Haleiwa and Oahu’s North Shore: Surfing Capital of the World
The North Shore
This historic surfing town forms the heart of Oahu’s North Shore, located just one hour from Waikiki. You’ll enjoy visiting this charming town that attracts all manner of visitors – particularly surfers – to its quaint streets. With a local flavor highlighted by a small-town feel, Haleiwa is laid back in its offerings of art galleries, eateries, boutiques and of course surf shops. Let’s explore Haleiwa.
Haleiwa, a town brimming with island history, has a big story to tell, and you can feel that story as you walk through the community. The social and artistic center of this little corner of Hawaii features buildings built in the days of the plantation. This community harkens back to the 1900s when it was dotted with sugar plantations, hence all the old homes and sprawling properties you’ll see. Those images are offset by the more modern day story of beaches and surfing. Here is where you’ll find Waimea Bay beaches, Sunset Beach, and Ehukai, better known as the Banzai Pipeline, with plenty of restaurants and shopping to round out your visit. However, if you’re looking for the hustle and bustle of the more touristy Waikiki, you won’t find it here. Maybe you’re happy about that! The locals certainly are, anyway.
This doesn’t mean Haleiwa doesn’t have its share of attractions. In fact, the 18th annual Haleiwa Arts Festival will take place this July 18 and 19 at Haleiwa Beach Park. From 10 to 6 on Saturday and 10 to 5 on Sunday, you’ll be treated to the works of 140 local artists, live performances, free art projects, vendors, food, festival shops and more. This event is put on by the Haleiwa Arts Festival, a non-profit organization promoting education of the local arts and culture. Check out http://haleiwaartsfestival.org/ for more information.

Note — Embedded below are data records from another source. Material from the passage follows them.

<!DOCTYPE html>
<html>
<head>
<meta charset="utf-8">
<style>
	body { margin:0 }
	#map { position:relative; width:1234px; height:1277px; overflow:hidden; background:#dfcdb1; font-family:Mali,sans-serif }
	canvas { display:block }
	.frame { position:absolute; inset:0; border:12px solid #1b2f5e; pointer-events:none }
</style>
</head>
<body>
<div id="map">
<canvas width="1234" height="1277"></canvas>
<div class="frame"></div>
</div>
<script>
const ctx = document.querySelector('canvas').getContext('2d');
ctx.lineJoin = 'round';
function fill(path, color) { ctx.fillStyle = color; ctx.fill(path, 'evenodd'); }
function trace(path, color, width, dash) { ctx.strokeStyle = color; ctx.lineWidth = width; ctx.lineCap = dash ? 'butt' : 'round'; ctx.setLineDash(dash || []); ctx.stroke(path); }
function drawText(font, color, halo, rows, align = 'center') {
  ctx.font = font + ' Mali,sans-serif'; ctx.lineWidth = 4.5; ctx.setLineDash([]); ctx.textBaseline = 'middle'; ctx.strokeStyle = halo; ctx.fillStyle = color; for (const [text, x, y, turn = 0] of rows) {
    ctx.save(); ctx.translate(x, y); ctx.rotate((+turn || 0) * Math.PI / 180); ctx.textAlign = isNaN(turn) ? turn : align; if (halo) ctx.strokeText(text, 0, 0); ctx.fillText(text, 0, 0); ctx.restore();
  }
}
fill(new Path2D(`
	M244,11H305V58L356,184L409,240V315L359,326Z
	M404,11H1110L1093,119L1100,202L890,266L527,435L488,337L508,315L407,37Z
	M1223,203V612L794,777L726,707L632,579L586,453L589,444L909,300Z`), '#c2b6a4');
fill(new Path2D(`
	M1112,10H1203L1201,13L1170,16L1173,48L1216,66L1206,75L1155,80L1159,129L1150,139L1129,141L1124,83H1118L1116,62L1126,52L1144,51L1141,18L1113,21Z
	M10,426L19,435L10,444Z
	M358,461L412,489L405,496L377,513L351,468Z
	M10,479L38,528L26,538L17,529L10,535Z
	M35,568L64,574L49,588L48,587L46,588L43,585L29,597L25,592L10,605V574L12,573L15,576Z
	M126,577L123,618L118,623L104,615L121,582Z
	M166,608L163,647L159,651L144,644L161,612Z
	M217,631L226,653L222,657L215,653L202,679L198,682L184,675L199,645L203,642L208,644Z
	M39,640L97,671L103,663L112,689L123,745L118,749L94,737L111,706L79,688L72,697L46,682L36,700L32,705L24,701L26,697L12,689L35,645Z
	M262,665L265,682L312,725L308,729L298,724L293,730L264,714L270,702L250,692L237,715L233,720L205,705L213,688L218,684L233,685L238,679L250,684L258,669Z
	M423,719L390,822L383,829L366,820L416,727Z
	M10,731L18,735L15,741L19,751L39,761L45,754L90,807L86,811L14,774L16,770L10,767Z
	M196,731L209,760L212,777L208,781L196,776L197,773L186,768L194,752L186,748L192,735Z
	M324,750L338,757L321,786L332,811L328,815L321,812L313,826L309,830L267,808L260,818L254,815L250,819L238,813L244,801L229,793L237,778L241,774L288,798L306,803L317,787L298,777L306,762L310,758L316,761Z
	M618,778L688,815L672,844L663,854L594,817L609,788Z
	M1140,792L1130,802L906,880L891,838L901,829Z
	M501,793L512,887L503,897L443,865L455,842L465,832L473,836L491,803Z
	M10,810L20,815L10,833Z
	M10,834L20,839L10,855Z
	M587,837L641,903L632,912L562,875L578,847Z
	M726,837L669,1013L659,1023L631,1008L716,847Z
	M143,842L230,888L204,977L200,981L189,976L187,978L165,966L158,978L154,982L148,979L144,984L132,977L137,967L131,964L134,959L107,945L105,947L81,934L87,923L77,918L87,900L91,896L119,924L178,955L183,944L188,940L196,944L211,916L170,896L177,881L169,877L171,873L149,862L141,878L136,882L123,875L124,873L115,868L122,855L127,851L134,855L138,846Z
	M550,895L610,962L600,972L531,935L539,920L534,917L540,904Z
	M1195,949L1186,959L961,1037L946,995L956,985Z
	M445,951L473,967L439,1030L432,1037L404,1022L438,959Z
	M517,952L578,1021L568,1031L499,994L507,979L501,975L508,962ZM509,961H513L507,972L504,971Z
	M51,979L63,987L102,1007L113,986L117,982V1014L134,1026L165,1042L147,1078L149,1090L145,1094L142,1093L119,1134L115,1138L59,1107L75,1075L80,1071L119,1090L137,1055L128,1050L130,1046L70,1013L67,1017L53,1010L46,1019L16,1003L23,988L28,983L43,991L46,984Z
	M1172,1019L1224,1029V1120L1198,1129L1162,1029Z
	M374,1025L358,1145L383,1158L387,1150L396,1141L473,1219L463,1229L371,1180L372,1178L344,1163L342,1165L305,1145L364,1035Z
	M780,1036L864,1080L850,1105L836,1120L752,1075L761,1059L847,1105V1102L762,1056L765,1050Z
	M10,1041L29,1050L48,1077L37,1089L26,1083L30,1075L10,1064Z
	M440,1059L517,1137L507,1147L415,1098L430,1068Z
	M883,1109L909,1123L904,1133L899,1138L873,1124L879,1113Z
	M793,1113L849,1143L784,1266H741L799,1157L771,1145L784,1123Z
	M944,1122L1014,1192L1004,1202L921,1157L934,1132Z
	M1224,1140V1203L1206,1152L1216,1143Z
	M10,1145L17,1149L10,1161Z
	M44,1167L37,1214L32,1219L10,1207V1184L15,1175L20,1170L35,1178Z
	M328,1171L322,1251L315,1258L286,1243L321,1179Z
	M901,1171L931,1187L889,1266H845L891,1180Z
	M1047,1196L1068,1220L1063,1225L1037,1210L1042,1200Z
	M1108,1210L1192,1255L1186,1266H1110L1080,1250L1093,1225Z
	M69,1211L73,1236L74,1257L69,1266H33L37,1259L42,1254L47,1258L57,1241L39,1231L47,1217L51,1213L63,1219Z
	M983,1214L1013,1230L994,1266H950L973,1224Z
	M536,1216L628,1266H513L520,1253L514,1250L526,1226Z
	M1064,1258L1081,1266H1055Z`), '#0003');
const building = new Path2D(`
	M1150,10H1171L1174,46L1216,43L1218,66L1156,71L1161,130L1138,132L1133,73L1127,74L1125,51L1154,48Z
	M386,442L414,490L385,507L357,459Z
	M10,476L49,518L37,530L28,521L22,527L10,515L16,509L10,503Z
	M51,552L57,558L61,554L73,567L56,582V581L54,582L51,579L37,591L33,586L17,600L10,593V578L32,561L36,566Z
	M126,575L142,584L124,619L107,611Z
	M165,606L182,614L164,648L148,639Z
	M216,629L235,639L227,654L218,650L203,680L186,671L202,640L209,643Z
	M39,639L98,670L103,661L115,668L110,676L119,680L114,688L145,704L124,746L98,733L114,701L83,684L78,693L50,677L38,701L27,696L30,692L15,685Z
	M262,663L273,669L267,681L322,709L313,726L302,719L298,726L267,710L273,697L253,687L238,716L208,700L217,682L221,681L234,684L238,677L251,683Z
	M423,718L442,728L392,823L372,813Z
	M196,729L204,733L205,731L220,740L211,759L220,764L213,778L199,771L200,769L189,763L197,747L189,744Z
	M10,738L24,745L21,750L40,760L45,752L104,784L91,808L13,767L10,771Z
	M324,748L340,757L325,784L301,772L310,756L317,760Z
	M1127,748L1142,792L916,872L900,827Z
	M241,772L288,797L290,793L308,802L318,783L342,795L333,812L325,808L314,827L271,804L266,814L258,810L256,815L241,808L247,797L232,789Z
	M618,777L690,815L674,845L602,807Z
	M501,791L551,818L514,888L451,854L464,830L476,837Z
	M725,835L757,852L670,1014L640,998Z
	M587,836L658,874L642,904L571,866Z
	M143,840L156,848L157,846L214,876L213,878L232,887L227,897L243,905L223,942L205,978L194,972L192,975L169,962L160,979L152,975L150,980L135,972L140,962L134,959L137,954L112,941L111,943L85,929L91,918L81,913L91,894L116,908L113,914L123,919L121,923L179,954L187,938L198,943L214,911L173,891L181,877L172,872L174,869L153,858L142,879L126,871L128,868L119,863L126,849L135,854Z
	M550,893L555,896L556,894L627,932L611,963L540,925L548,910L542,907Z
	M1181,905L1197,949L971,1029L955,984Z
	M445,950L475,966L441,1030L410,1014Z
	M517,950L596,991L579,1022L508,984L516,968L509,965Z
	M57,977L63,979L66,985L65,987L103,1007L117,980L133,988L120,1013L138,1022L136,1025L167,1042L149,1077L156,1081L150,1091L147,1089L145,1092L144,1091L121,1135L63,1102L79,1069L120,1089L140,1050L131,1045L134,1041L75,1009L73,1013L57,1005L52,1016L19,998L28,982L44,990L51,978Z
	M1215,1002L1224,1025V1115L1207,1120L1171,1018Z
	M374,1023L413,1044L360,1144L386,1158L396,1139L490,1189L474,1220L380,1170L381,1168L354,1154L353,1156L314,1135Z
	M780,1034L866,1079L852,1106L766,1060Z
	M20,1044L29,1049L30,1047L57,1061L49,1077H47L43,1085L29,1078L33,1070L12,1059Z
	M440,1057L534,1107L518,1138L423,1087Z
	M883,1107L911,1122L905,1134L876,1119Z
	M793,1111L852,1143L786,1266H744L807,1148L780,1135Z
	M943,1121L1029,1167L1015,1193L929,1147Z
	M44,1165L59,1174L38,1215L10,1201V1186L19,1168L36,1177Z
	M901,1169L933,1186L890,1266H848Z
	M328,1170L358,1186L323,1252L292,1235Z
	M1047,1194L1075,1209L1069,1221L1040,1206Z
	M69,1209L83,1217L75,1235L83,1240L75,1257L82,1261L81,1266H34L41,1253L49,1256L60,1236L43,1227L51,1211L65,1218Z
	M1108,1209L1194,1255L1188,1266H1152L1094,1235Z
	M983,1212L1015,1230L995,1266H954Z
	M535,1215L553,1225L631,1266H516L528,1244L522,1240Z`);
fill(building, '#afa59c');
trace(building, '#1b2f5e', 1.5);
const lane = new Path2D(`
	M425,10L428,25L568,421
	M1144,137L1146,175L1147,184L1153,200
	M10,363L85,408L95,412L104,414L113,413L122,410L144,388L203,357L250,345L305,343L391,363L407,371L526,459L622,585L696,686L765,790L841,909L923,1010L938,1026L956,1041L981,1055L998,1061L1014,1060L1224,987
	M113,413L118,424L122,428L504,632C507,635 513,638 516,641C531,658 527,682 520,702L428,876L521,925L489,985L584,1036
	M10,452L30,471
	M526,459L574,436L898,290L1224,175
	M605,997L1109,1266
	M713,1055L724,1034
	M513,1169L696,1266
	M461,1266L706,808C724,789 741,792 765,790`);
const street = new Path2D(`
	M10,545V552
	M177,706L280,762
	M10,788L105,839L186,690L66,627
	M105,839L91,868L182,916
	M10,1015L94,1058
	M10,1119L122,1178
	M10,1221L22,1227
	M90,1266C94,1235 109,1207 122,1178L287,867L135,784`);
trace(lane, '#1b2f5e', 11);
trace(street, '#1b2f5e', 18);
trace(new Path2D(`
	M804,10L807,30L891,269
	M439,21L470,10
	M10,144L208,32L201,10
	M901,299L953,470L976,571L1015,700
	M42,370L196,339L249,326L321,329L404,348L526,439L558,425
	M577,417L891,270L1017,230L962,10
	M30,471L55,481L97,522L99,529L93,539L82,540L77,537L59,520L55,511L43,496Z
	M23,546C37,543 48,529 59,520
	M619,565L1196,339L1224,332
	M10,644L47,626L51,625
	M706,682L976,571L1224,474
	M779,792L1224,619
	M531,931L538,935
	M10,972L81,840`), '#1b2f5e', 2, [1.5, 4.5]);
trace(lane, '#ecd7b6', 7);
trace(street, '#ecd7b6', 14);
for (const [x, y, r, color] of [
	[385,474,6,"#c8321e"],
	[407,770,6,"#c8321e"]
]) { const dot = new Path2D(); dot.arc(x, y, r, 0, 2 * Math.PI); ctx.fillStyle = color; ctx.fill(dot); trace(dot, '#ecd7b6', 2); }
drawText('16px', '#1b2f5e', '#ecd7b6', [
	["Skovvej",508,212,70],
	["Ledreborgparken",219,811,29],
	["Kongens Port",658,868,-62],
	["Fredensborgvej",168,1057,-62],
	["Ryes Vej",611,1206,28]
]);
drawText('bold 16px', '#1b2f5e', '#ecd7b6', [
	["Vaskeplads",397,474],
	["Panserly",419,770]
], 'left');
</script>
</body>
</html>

Peak season in Haleiwa town is between December and February, when the waves are at their biggest and surfers from all over the world come and try to slay them. This is a good time to catch both professional and amateur competitions that draw big crowds. Why? Here, the waves easily climb up to 30 feet, tempting any surfer with talent to try and claim the main prize.
If you’re going there with small children, it’s best to stick to other North Shore beaches such as Kuilima Cove at Turtle Bay Resort and Haleiwa Beach Park. Those waters tend to be much calmer and don’t pose as much of a safety threat. If it’s snorkeling you’re after, check out Kuilima Cove, Sharks Cove and Pupukea Beach Park. Check out Oahu’s only surf museum at North Shore Surf and Cultural Museum, where you can take a journey back in time to trace the roots of surfing and compare how surfboards were made in the 1950s with today’s sleeker, more streamlined designs.